Researchers from the University of Aberdeen have been examining whether strict dress codes determining which footwear can be worn should ever be necessary, exploring the effects on people's long-term podiatry health.

The team reviewed a number of previous studies that showed wearing high heels regularly can result in an increased risk of bunions and musculoskeletal pain developing and personal injuries being sustained.

What's more, there is evidence to suggest that people wearing high heels are more likely to cause injury to others too, but further research needs to be carried out with regard to this.

They also explored the link between long-term high heel-wearing and the onset of osteoarthritis, but found that there was no clear correlation, although many report weakness and pain in their leg and feet bones after wearing high-heeled footwear.

Despite the serious long-term health risks associated with these types of shoes, the research found that men find women who are wearing high heels more attractive, while many females also feel more confident when wearing them.

Yet the study authors are calling on the government to make it illegal for employers and venue owners to insist that women wear high heels.

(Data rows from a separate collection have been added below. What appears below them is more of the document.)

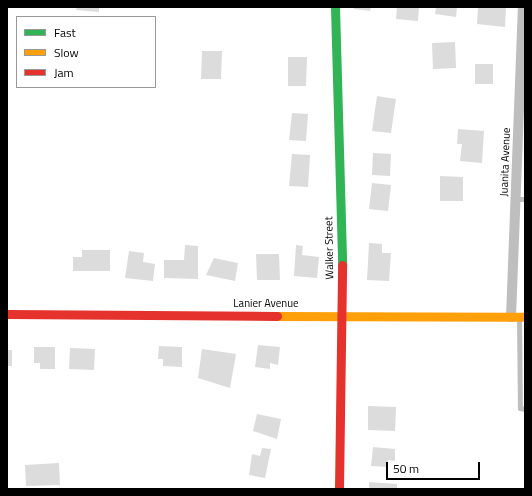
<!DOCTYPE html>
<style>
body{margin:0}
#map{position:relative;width:532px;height:496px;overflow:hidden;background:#fff;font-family:"Titillium Web",sans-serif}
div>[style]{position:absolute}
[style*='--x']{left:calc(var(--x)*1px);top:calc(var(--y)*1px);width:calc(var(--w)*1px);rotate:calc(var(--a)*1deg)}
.building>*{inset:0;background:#dcdcdc}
.lane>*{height:5px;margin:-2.5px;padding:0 2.5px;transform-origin:2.5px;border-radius:2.5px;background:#bebebe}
.street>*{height:10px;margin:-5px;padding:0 5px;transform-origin:5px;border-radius:5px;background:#bebebe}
.fast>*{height:9px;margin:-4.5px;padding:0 4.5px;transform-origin:4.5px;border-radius:4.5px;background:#30b455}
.slow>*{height:9px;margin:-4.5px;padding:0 4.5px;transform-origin:4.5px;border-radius:4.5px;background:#ff9f0a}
.jam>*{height:9px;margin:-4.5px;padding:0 4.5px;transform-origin:4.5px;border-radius:4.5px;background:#e5322d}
span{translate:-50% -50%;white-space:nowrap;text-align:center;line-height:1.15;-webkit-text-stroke:3px #fff;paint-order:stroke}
.street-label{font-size:11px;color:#000}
.frame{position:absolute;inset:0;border:8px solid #000;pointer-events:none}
.legend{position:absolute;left:16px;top:16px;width:140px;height:72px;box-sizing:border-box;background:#fff;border:1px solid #999;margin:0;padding:5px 7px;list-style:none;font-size:12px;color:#000}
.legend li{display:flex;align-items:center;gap:8px;height:20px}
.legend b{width:20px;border:1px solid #999}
.scale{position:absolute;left:386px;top:462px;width:94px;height:18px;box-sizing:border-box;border:2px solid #000;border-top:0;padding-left:5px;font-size:12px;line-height:14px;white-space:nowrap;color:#000;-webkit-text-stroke:3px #fff;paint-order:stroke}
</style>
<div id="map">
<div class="building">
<div style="clip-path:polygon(77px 7px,99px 7px,99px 12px,76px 10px)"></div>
<div style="clip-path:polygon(354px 7px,371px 7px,370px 11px,354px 9px)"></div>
<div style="clip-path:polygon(397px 7px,419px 7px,418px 21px,396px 19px)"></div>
<div style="clip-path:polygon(436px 7px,457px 7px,456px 17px,435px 14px)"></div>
<div style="clip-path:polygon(478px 7px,506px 7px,505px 27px,477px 24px)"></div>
<div style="clip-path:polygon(455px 42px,456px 68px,433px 69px,432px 43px)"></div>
<div style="clip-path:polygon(202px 51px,222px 51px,221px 79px,201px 79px)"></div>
<div style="clip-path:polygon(288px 57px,307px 57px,306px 86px,288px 86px)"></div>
<div style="clip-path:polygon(475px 64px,493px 64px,493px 84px,475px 84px)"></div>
<div style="clip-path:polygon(377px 96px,396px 99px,391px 133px,372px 131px)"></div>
<div style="clip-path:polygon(292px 113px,308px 114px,306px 141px,289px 140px)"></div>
<div style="clip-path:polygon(458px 129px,484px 131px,482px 163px,460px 161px,462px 144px,457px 144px)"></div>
<div style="clip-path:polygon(373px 153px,391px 154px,390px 176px,372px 175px)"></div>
<div style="clip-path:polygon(292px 154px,310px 155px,308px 187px,289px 186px)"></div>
<div style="clip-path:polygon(440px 176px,463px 177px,463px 201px,440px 201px)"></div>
<div style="clip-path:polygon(372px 183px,391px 185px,388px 211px,369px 209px)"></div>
<div style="clip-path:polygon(369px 243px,382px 244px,382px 253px,391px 253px,389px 281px,367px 280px)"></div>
<div style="clip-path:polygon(185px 245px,198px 246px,198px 279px,164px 278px,164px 260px,184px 260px)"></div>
<div style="clip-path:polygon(296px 245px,303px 246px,302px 255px,319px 257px,317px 278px,294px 276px)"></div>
<div style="clip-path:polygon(82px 250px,110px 250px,110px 271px,73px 271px,73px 257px,82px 257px)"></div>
<div style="clip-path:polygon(129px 251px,144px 253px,143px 262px,155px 264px,153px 281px,125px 278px)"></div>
<div style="clip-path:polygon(256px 254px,279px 254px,280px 280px,257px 280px)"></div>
<div style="clip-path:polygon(214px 258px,238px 263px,235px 281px,206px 275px)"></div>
<div style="clip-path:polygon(258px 345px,280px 347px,278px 365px,270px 363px,270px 369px,255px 367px)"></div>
<div style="clip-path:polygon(159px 346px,182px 347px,182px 367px,163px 366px,163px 359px,158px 359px)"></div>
<div style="clip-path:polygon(34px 347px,55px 347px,55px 369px,40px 369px,40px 363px,34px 363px)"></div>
<div style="clip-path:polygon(70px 348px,95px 349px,94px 370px,69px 369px)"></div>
<div style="clip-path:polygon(202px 349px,236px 354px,230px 388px,198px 378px)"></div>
<div style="clip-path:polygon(7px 350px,12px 350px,12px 366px,7px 366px)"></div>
<div style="clip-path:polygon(368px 406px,396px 407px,395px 431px,368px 430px)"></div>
<div style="clip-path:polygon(257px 414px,281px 419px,277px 439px,253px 431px)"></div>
<div style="clip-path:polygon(373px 447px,395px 449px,395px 461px,388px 460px,388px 467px,371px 466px)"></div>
<div style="clip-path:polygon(262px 448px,271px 449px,265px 478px,249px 475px,252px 454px,260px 456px)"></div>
<div style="clip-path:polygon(59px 463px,60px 485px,26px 486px,25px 465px)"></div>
<div style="clip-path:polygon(369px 482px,397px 484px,397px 489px,369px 489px)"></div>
</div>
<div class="lane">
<div style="--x:516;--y:199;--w:9;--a:0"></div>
<div style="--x:519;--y:318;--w:90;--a:89.4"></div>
<div style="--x:520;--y:408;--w:5;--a:11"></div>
</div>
<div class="street">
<div style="--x:511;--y:317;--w:310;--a:-87.8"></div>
</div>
<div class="fast">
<div style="--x:335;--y:7;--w:258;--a:88.4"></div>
</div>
<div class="slow">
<div style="--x:277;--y:316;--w:248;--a:0.2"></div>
</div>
<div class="jam">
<div style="--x:7;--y:314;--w:270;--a:0.4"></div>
<div style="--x:339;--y:489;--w:224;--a:-89.2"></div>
</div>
<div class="street-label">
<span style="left:505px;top:162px;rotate:-88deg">Juanita Avenue</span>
<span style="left:329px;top:248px;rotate:-91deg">Walker Street</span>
<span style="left:266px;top:303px">Lanier Avenue</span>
</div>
<div class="frame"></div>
<ul class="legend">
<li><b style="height:5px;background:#30b455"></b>Fast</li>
<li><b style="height:5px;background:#ff9f0a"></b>Slow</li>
<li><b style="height:5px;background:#e5322d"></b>Jam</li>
</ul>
<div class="scale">50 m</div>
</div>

They suggest that this could be similar to the laws that are in place in British Columbia, Canada, where businesses are not allowed to ask staff to specifically wear high-heeled shoes.

In addition, the researchers want more to be done by podiatrists and other experts to raise awareness of the potential health implications of regularly wearing high heels.

Lead author of the review Dr Max Barnish commented: "We feel the UK government should follow the lead of other authorities who have introduced specific laws to tackle this practice rather than simply relying on existing legislation which has left the situation in this country uncertain and open to misinterpretation."